[Data shown]
____

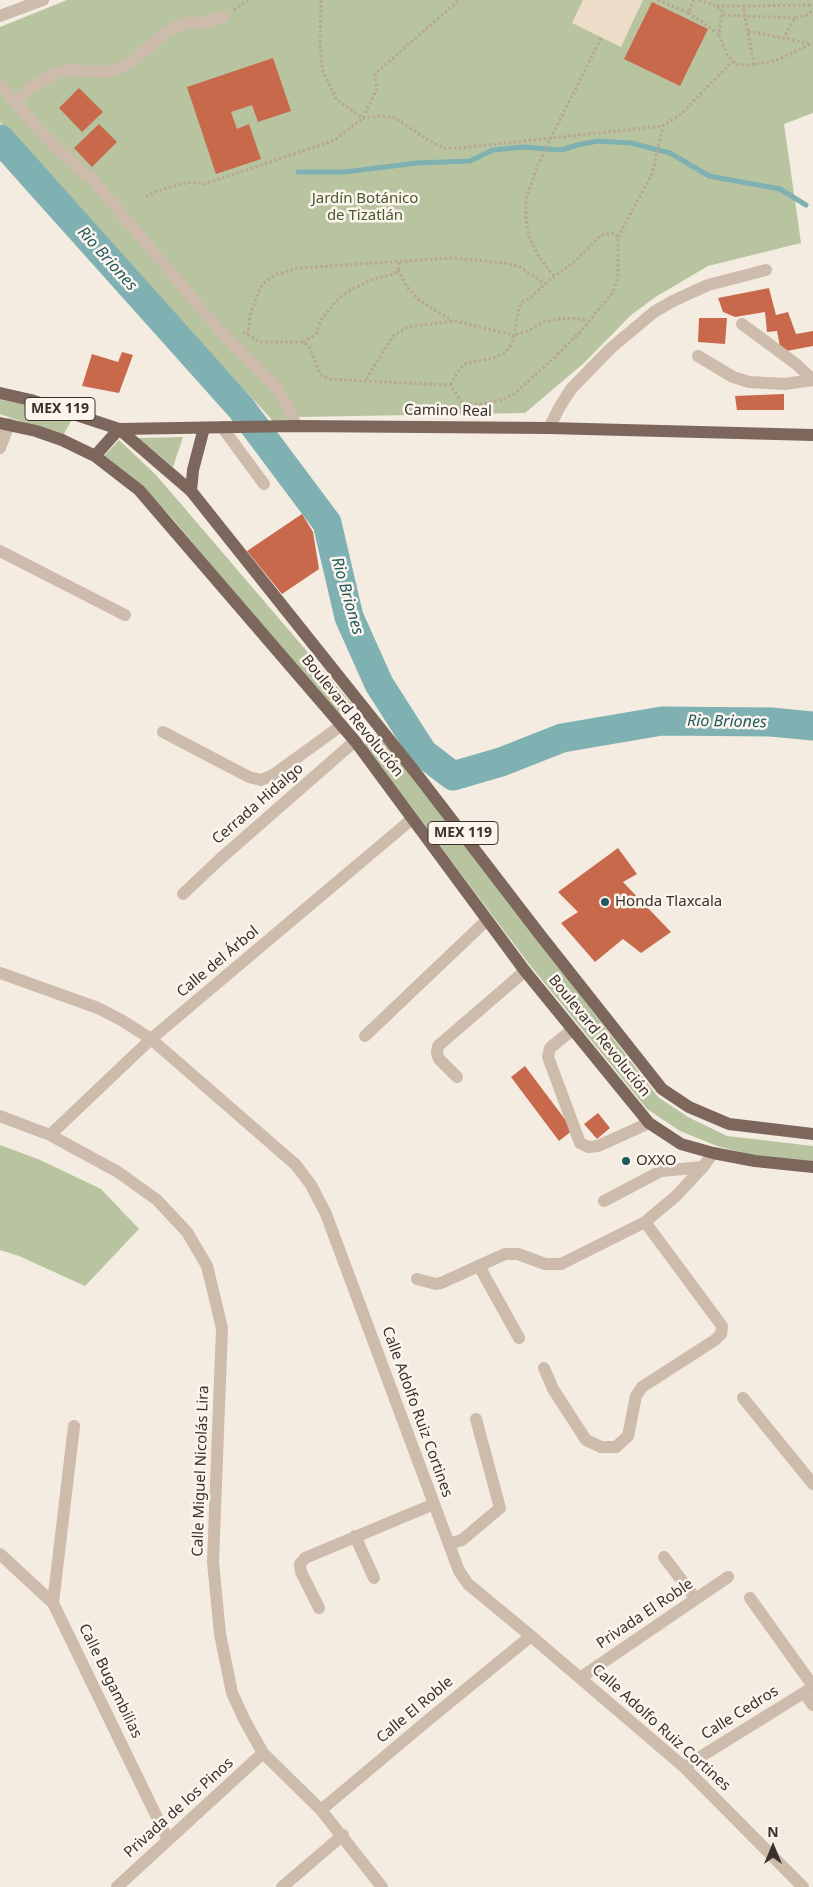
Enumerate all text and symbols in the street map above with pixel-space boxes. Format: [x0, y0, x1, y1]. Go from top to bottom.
park label: Jardín Botánico de Tizatlán [312, 190, 418, 225]
water label: Rio Briones [73, 223, 141, 295]
road number: MEX 119 [25, 398, 95, 420]
street label: Camino Real [404, 401, 492, 421]
water label: Rio Briones [327, 555, 367, 637]
street label: Boulevard Revolución [297, 651, 407, 781]
water label: Rio Briones [687, 712, 767, 732]
street label: Cerrada Hidalgo [209, 760, 307, 848]
road number: MEX 119 [428, 821, 498, 844]
place label: Honda Tlaxcala [615, 893, 722, 911]
marker: Honda Tlaxcala [599, 896, 611, 908]
street label: Calle del Árbol [173, 923, 263, 1001]
street label: Boulevard Revolución [544, 971, 654, 1101]
place label: OXXO [636, 1152, 676, 1170]
marker: OXXO [620, 1155, 632, 1167]
street label: Calle Adolfo Ruiz Cortines [378, 1324, 456, 1500]
street label: Calle Miguel Nicolás Lira [189, 1385, 213, 1557]
street label: Privada El Roble [593, 1575, 697, 1653]
street label: Calle Bugambilias [74, 1621, 146, 1741]
street label: Calle Adolfo Ruiz Cortines [588, 1661, 734, 1795]
street label: Calle El Roble [373, 1673, 457, 1747]
street label: Calle Cedros [698, 1682, 782, 1744]
street label: Privada de los Pinos [121, 1754, 237, 1862]
north arrow [748, 1822, 798, 1872]
text: N [767, 1822, 779, 1841]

____

[What you have to do] Word for word, restate every line of the listing, omitting the pictures.

[Problem solution]
Enumerate all text and symbols in the street map above with pixel-space boxes. Format: [x0, y0, x1, y1]. Go from top to bottom.
park label: Jardín Botánico de Tizatlán [312, 190, 418, 225]
water label: Rio Briones [73, 223, 141, 295]
road number: MEX 119 [25, 398, 95, 420]
street label: Camino Real [404, 401, 492, 421]
water label: Rio Briones [327, 555, 367, 637]
street label: Boulevard Revolución [297, 651, 407, 781]
water label: Rio Briones [687, 712, 767, 732]
street label: Cerrada Hidalgo [209, 760, 307, 848]
road number: MEX 119 [428, 821, 498, 844]
place label: Honda Tlaxcala [615, 893, 722, 911]
marker: Honda Tlaxcala [599, 896, 611, 908]
street label: Calle del Árbol [173, 923, 263, 1001]
street label: Boulevard Revolución [544, 971, 654, 1101]
place label: OXXO [636, 1152, 676, 1170]
marker: OXXO [620, 1155, 632, 1167]
street label: Calle Adolfo Ruiz Cortines [378, 1324, 456, 1500]
street label: Calle Miguel Nicolás Lira [189, 1385, 213, 1557]
street label: Privada El Roble [593, 1575, 697, 1653]
street label: Calle Bugambilias [74, 1621, 146, 1741]
street label: Calle Adolfo Ruiz Cortines [588, 1661, 734, 1795]
street label: Calle El Roble [373, 1673, 457, 1747]
street label: Calle Cedros [698, 1682, 782, 1744]
street label: Privada de los Pinos [121, 1754, 237, 1862]
north arrow [748, 1822, 798, 1872]
text: N [767, 1822, 779, 1841]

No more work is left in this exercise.